13. STOCK-BASED COMPENSATION

The Company accounts for stock-based compensation under the provisions of SFAS 123(R), which requires the measurement and recognition of compensation expense for all share-based payment awards made to employees and directors including employee stock options, common shares acquired under employee stock purchases and restricted stock based on estimated fair values of the share awards that are scheduled to vest during the period.

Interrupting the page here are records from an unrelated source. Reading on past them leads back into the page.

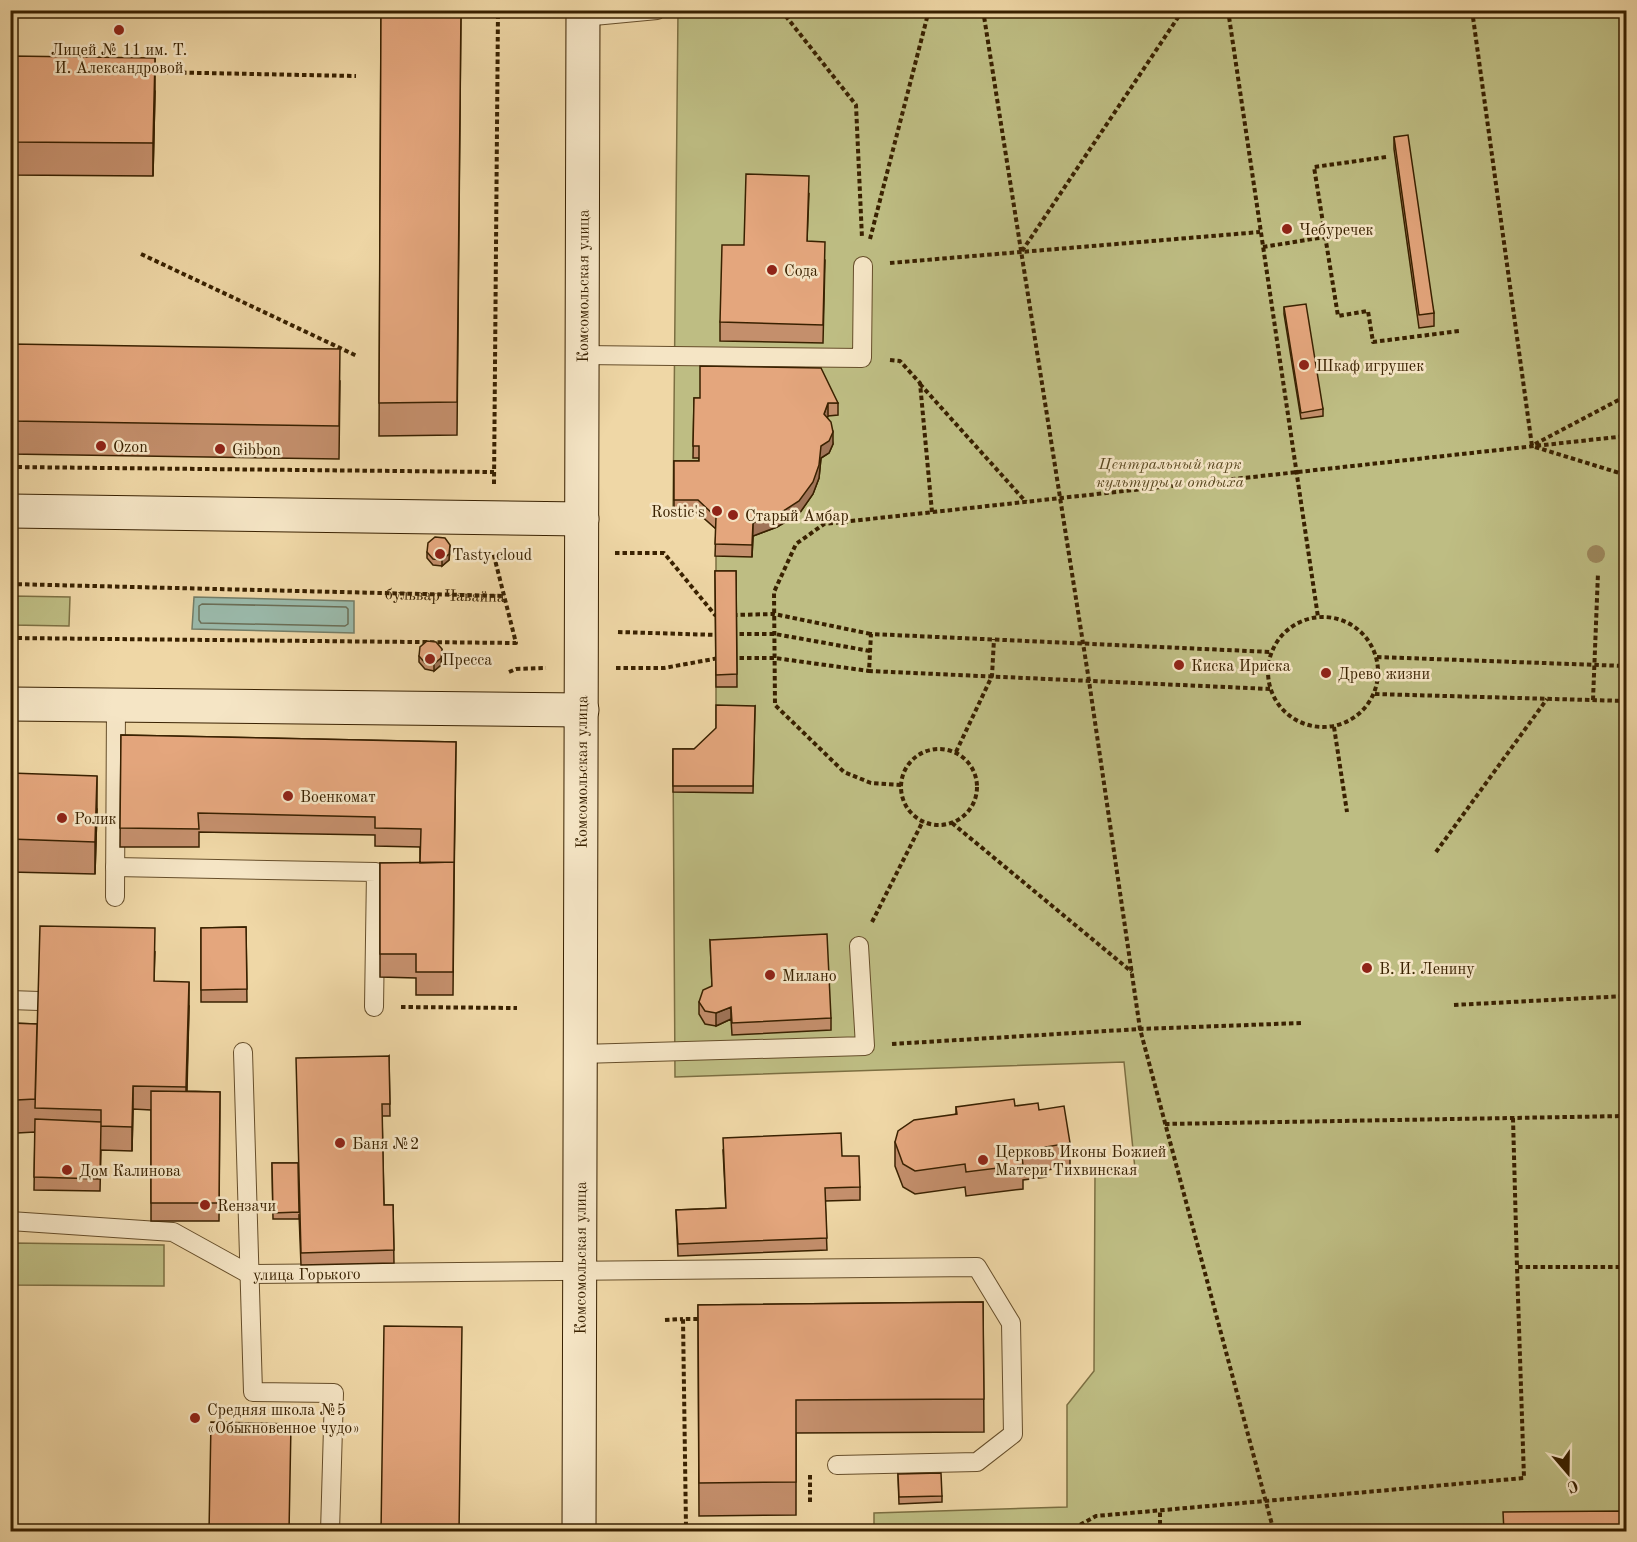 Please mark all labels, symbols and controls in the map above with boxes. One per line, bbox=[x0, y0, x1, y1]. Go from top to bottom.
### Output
marker: Лицей № 11 им. Т. И. Александровой bbox=[112, 23, 126, 37]
place label: Лицей № 11 им. Т. И. Александровой bbox=[51, 43, 187, 77]
street label: Комсомольская улица bbox=[576, 209, 592, 363]
marker: Чебуречек bbox=[1280, 222, 1294, 236]
place label: Чебуречек bbox=[1299, 223, 1374, 239]
marker: Сода bbox=[765, 263, 779, 277]
place label: Сода bbox=[784, 264, 818, 280]
marker: Шкаф игрушек bbox=[1297, 358, 1311, 372]
place label: Шкаф игрушек bbox=[1316, 359, 1424, 375]
marker: Ozon bbox=[94, 439, 108, 453]
place label: Ozon bbox=[113, 440, 148, 456]
marker: Gibbon bbox=[213, 442, 227, 456]
place label: Gibbon bbox=[232, 443, 281, 459]
park label: Центральный парк культуры и отдыха bbox=[1096, 457, 1244, 491]
marker: Rostic's bbox=[710, 504, 724, 518]
place label: Rostic's bbox=[651, 505, 705, 521]
marker: Старый Амбар bbox=[726, 508, 740, 522]
place label: Старый Амбар bbox=[745, 509, 849, 525]
marker: Tasty cloud bbox=[433, 547, 447, 561]
place label: Tasty cloud bbox=[452, 548, 532, 564]
street label: бульвар Чавайна bbox=[385, 587, 505, 606]
marker: Пресса bbox=[423, 652, 437, 666]
place label: Пресса bbox=[442, 653, 492, 669]
marker: Киска Ириска bbox=[1172, 658, 1186, 672]
place label: Киска Ириска bbox=[1191, 659, 1291, 675]
marker: Древо жизни bbox=[1319, 666, 1333, 680]
place label: Древо жизни bbox=[1338, 667, 1430, 683]
street label: Комсомольская улица bbox=[575, 695, 591, 849]
marker: Военкомат bbox=[281, 789, 295, 803]
place label: Военкомат bbox=[300, 790, 376, 806]
marker: Ролик bbox=[55, 811, 69, 825]
place label: Ролик bbox=[74, 812, 117, 828]
marker: В. И. Ленину bbox=[1360, 961, 1374, 975]
place label: В. И. Ленину bbox=[1379, 962, 1475, 978]
marker: Милано bbox=[763, 968, 777, 982]
place label: Милано bbox=[782, 969, 837, 985]
marker: Баня №2 bbox=[333, 1136, 347, 1150]
place label: Баня №2 bbox=[352, 1137, 419, 1153]
place label: Церковь Иконы Божией Матери Тихвинская bbox=[995, 1145, 1166, 1179]
marker: Церковь Иконы Божией Матери Тихвинская bbox=[976, 1153, 990, 1167]
marker: Дом Калинова bbox=[60, 1163, 74, 1177]
place label: Дом Калинова bbox=[79, 1164, 181, 1180]
street label: Комсомольская улица bbox=[574, 1181, 590, 1335]
marker: Rензачи bbox=[198, 1198, 212, 1212]
place label: Rензачи bbox=[217, 1199, 276, 1215]
street label: улица Горького bbox=[253, 1267, 361, 1284]
place label: Средняя школа №5 «Обыкновенное чудо» bbox=[207, 1403, 360, 1437]
marker: Средняя школа №5 «Обыкновенное чудо» bbox=[188, 1411, 202, 1425]
north arrow bbox=[1538, 1443, 1598, 1503]
text: С bbox=[1565, 1476, 1580, 1495]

The following table summarizes stock-based compensation expense under SFAS 123(R) for the twelve months ended August 31, 2009, 2008 and 2007 (in thousands):

 

     2009     2008*     2007  

Stock-based compensation

   $ 13,623      $ 13,651      $ 9,123   

Tax impact of stock-based compensation

     (4,550     (4,682     (3,129
                        

Stock-based compensation, net of tax

   $ 9,073      $ 8,969      $ 5,994   
                        

 

* Included in fiscal 2008 was a pre-tax charge of $2.4 million related to an increase in the estimate of the number of performance-based stock options that would vest in August 2008. During the second quarter of fiscal 2008, the Company estimated that it was probable it would achieve organic ASV and diluted earnings per share growth of at least 20% on a compounded annual basis for the two years ended August 31, 2008. This reflected a higher performance level than previously estimated and accordingly increased the number of options that was estimated to vest at the end of fiscal 2008.

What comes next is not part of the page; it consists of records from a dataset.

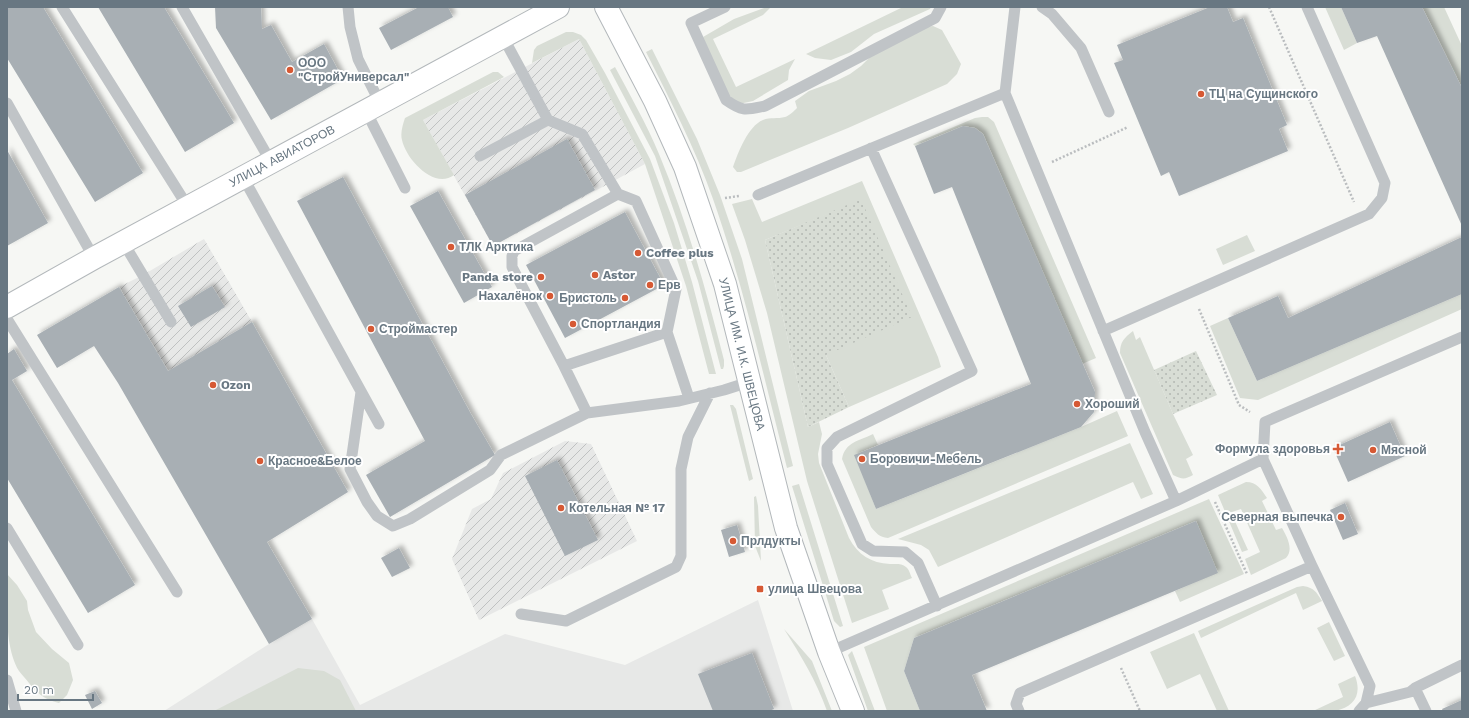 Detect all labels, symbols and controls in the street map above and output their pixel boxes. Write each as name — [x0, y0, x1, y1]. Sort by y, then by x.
place label: ООО "СтройУниверсал" — [298, 56, 409, 84]
marker: ООО "СтройУниверсал" — [285, 65, 295, 75]
place label: ТЦ на Сущинского — [1209, 87, 1318, 101]
marker: ТЦ на Сущинского — [1196, 89, 1206, 99]
street label: УЛИЦА АВИАТОРОВ — [227, 122, 337, 190]
place label: ТЛК Арктика — [459, 240, 533, 254]
marker: ТЛК Арктика — [446, 242, 456, 252]
place label: Coffee plus — [646, 246, 714, 260]
marker: Coffee plus — [633, 248, 643, 258]
place label: Astor — [603, 268, 636, 282]
place label: Panda store — [462, 270, 533, 284]
marker: Astor — [590, 270, 600, 280]
marker: Panda store — [536, 272, 546, 282]
street label: УЛИЦА ИМ. И.К. ШВЕЦОВА — [716, 276, 768, 432]
place label: Ерв — [658, 278, 681, 292]
marker: Ерв — [645, 280, 655, 290]
place label: Нахалёнок — [478, 289, 543, 303]
marker: Нахалёнок — [545, 291, 555, 301]
place label: Бристоль — [559, 291, 617, 305]
marker: Бристоль — [620, 293, 630, 303]
place label: Спортландия — [581, 317, 661, 331]
marker: Спортландия — [568, 319, 578, 329]
place label: Строймастер — [379, 322, 458, 336]
marker: Строймастер — [366, 324, 376, 334]
place label: Ozon — [221, 378, 251, 392]
marker: Ozon — [208, 380, 218, 390]
place label: Хороший — [1085, 397, 1140, 411]
marker: Хороший — [1072, 399, 1082, 409]
place label: Формула здоровья — [1215, 442, 1330, 456]
place label: Мясной — [1381, 443, 1427, 457]
marker: Формула здоровья — [1333, 444, 1343, 454]
marker: Мясной — [1368, 445, 1378, 455]
place label: Боровичи-Мебель — [870, 452, 982, 466]
place label: Красное&Белое — [268, 454, 362, 468]
marker: Боровичи-Мебель — [857, 454, 867, 464]
marker: Красное&Белое — [255, 456, 265, 466]
place label: Котельная № 17 — [569, 501, 665, 515]
marker: Котельная № 17 — [556, 503, 566, 513]
place label: Северная выпечка — [1221, 510, 1333, 524]
marker: Северная выпечка — [1336, 512, 1346, 522]
place label: Прлдукты — [741, 534, 801, 548]
marker: Прлдукты — [728, 536, 738, 546]
place label: улица Швецова — [768, 582, 862, 596]
marker: улица Швецова — [755, 584, 765, 594]
scale bar — [18, 676, 93, 702]
text: 20 m — [24, 683, 54, 697]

As stock-based compensation expense recognized in the Consolidated Statements of Income during fiscal 2009, 2008 and 2007 is based on awards ultimately expected to vest, it has been reduced for estimated forfeitures. SFAS 123(R) requires forfeitures to be estimated at the time of grant and revised, if necessary, in subsequent periods if actual forfeitures differ from those estimates. Forfeitures were estimated based primarily on historical experience.

As of August 31, 2009, $23.6 million of total unrecognized compensation costs related to non-vested awards is expected to be recognized over a weighted average period of 3.13 years. There were no stock-based compensation costs capitalized as of August 31, 2009, 2008 and 2007, respectively.

Stock Option Fair Value Determination

The Company utilizes the lattice-binomial option-pricing model (“binomial model”) to estimate the fair value of new employee stock option grants. The Company’s determination of fair value of share-based payment awards on the date of grant using the binomial model is affected by the Company’s stock price as well as assumptions regarding a number of variables. These variables include, but are not limited to the Company’s expected stock price volatility over the term of the awards, interest rates, option forfeitures and employee stock option exercise behaviors.

There were 329,857 employee stock options granted during fiscal 2009. The weighted average estimated value of employee stock options granted during fiscal 2009 was $9.39 per share, using the binomial model. In fiscal 2008, 1,854,372 employee stock options were granted with a weighted average estimated value of $19.05 per share, using the binomial model. In fiscal 2007, 1,503,738 employee stock options were granted with a weighted average estimated value of $19.87 per share, using the binomial model.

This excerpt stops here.